- **Your assignment**:
In the entries below, find each line where the word "labels" appears and give only the total count of such lines.

- **Exercise materials**:
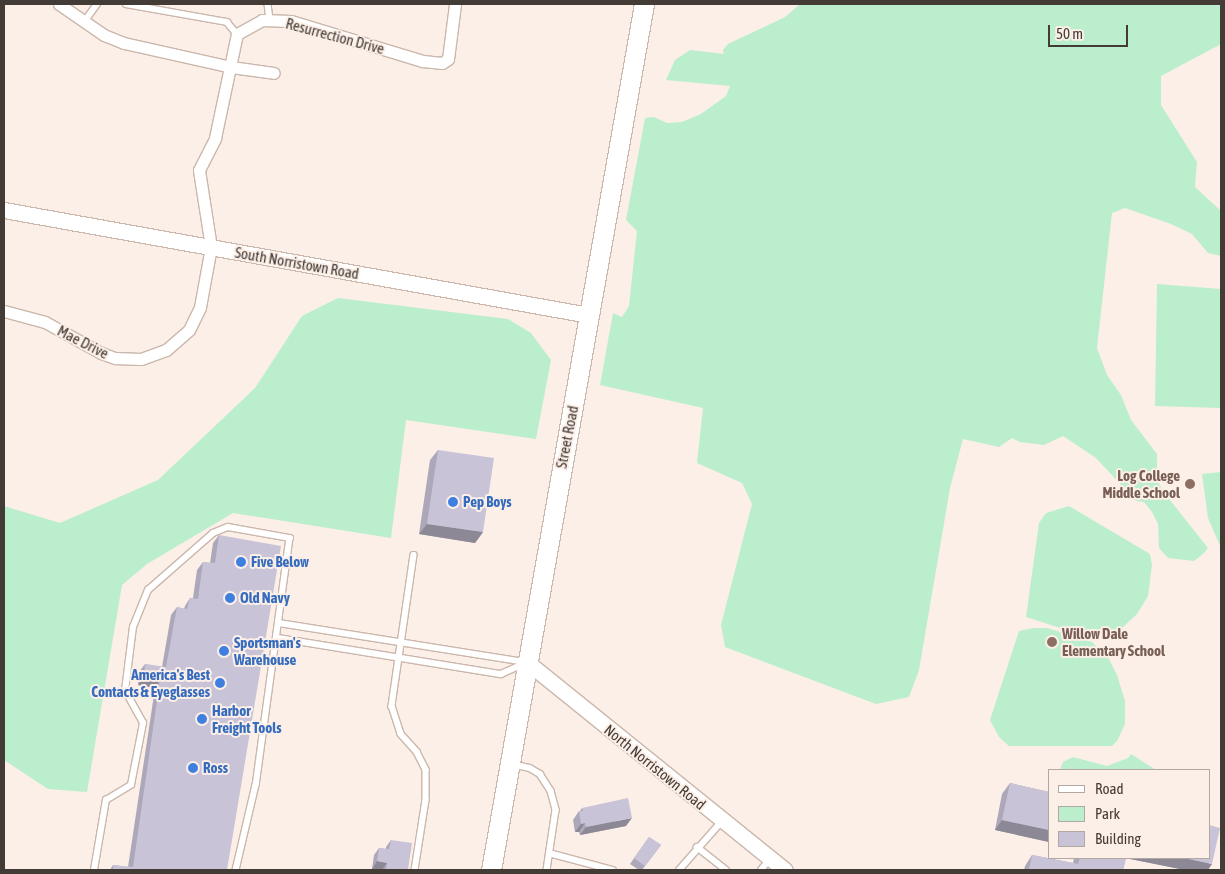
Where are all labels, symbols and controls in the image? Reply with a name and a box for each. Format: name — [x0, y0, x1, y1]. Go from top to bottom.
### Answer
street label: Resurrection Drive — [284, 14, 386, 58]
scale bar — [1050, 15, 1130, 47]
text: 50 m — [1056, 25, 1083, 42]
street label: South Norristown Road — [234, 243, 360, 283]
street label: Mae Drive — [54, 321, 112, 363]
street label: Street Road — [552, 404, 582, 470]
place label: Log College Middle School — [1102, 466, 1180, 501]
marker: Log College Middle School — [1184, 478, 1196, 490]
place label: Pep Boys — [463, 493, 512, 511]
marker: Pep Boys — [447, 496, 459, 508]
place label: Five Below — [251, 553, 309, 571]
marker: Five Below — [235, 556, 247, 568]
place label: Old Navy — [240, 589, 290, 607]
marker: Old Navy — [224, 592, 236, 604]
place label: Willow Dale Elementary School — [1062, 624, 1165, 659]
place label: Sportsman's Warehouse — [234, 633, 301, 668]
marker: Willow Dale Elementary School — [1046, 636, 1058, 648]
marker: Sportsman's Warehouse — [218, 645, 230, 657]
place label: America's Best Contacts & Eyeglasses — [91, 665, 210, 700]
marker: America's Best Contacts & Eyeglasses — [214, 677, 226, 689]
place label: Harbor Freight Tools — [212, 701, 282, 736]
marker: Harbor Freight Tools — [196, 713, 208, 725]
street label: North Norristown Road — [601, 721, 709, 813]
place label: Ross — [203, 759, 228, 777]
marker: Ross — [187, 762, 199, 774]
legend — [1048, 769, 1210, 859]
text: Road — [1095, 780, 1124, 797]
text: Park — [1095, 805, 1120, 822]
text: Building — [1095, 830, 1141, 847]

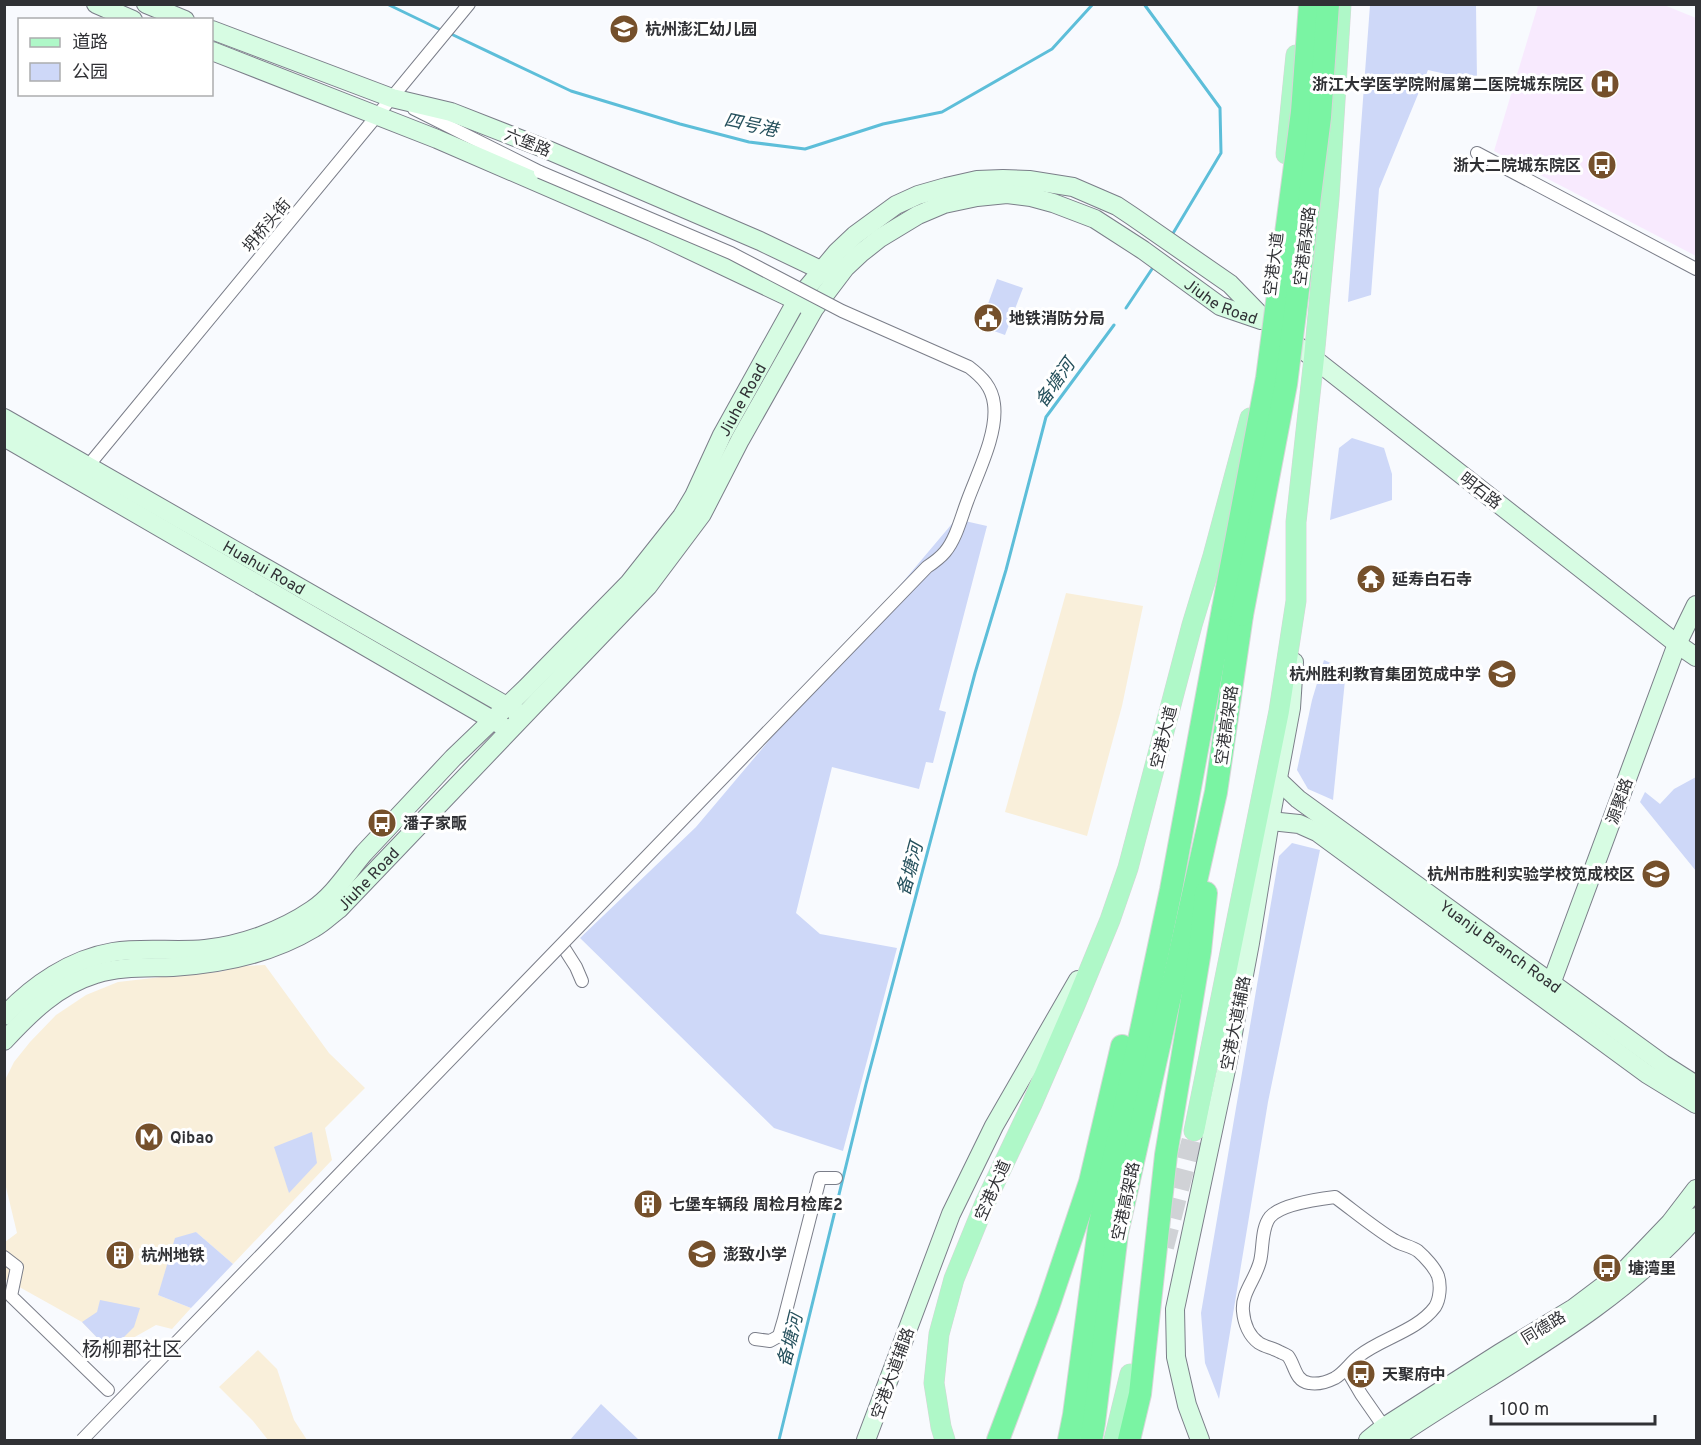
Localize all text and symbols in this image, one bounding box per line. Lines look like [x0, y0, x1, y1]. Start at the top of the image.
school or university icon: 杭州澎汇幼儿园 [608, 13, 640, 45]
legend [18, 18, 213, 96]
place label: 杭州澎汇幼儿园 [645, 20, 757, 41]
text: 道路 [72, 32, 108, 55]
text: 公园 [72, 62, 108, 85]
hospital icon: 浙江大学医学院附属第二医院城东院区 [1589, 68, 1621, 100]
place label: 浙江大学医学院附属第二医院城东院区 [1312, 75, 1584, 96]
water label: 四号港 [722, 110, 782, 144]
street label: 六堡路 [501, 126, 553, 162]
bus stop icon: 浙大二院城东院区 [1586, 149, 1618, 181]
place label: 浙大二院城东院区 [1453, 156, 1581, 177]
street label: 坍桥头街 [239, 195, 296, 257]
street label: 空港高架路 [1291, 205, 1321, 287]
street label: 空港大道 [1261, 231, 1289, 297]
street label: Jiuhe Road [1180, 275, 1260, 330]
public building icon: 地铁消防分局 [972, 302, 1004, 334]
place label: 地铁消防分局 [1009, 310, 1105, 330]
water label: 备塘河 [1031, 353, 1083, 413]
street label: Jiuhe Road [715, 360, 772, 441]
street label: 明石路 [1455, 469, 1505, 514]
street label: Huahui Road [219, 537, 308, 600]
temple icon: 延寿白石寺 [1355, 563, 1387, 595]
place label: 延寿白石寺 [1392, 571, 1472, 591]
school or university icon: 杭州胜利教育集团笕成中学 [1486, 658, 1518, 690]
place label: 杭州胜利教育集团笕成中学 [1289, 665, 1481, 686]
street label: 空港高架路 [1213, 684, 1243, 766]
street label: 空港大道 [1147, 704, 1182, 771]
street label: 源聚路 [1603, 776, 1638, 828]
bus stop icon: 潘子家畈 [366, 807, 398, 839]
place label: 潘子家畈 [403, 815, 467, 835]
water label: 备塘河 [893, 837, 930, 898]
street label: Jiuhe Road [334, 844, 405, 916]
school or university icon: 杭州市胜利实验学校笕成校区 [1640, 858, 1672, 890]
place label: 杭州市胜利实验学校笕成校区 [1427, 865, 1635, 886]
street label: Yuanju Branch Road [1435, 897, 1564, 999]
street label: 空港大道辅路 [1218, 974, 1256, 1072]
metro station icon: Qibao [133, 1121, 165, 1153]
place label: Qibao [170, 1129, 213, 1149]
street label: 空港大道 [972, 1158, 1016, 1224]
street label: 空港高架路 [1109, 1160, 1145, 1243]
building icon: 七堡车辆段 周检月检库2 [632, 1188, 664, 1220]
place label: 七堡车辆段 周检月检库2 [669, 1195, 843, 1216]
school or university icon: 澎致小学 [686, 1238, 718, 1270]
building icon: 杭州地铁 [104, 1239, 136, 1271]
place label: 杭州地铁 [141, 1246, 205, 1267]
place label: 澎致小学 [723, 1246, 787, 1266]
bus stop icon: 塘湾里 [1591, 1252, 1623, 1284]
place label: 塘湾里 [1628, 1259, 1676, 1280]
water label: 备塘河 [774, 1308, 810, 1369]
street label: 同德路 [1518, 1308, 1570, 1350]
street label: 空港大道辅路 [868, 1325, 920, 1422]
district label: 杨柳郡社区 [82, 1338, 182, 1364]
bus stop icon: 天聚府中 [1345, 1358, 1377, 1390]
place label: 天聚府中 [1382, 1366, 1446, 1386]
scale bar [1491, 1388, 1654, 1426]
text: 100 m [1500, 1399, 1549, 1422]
...
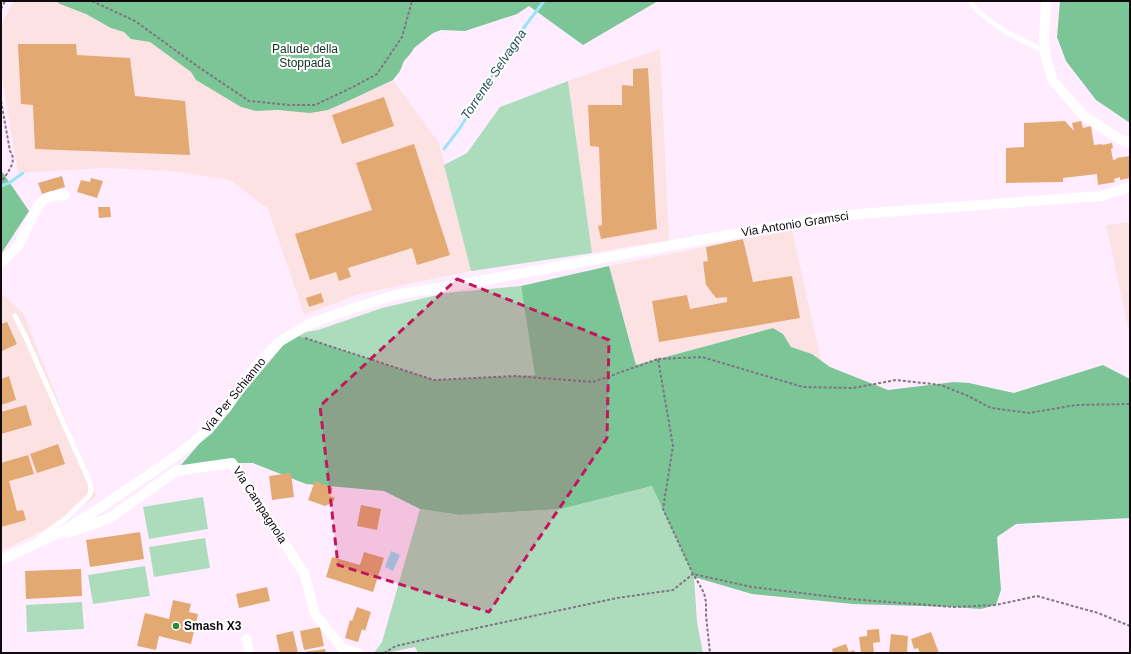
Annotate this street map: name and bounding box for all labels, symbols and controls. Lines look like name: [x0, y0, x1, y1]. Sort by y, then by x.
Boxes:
...
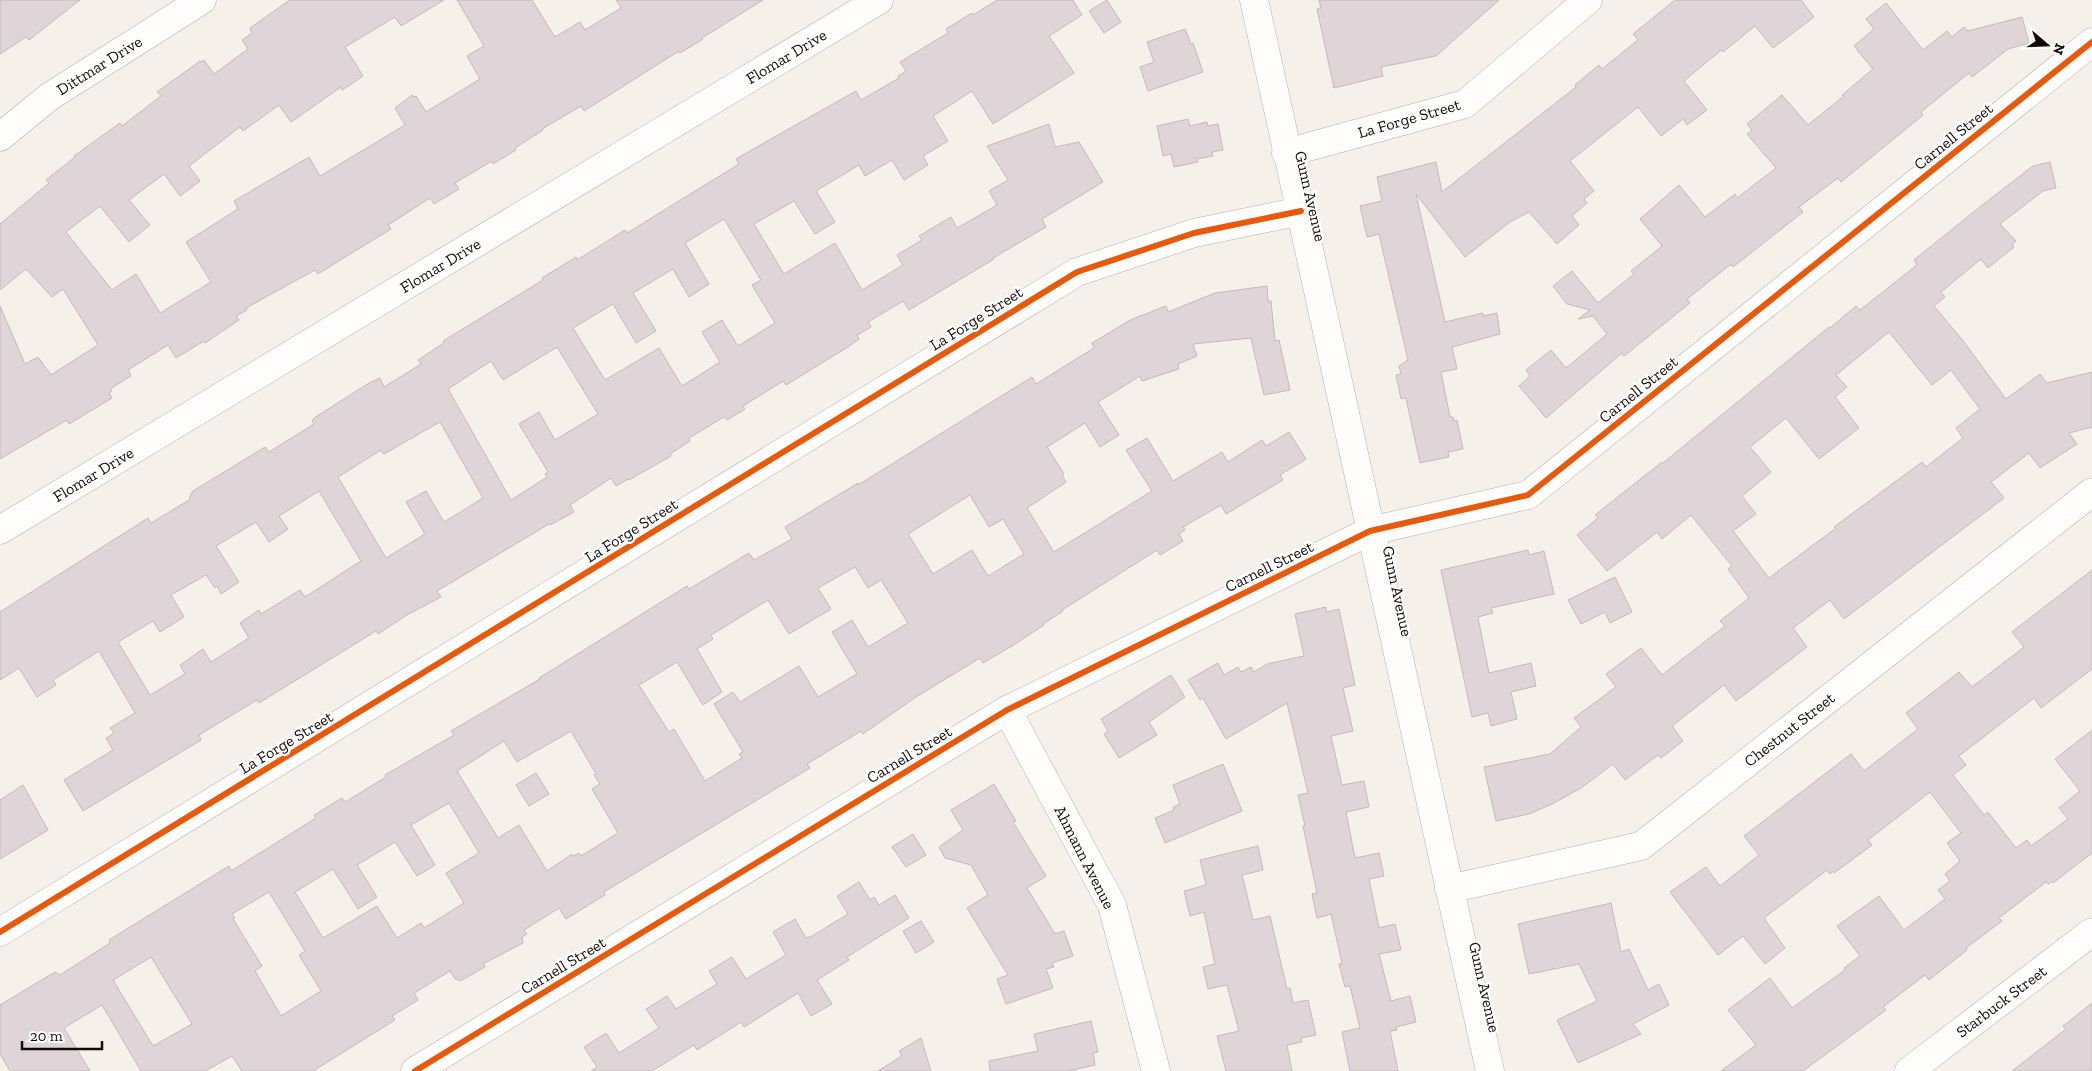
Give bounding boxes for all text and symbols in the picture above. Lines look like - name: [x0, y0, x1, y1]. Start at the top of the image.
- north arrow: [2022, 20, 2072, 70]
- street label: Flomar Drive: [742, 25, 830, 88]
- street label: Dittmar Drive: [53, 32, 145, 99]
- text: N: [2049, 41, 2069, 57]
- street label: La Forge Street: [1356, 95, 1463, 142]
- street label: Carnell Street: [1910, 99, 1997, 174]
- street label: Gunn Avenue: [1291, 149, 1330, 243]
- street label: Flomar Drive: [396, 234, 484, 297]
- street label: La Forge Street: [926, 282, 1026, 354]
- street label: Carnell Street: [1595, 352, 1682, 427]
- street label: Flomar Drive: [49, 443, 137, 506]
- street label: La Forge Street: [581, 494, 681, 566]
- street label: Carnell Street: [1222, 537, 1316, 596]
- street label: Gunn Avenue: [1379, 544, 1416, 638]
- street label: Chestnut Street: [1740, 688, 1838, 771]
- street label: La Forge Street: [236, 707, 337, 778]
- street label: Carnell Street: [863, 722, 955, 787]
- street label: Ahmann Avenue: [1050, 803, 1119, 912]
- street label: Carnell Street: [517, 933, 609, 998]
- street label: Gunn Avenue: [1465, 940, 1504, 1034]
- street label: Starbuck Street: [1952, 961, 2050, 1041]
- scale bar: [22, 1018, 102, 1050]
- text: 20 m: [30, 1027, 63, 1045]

- **Your response**:
2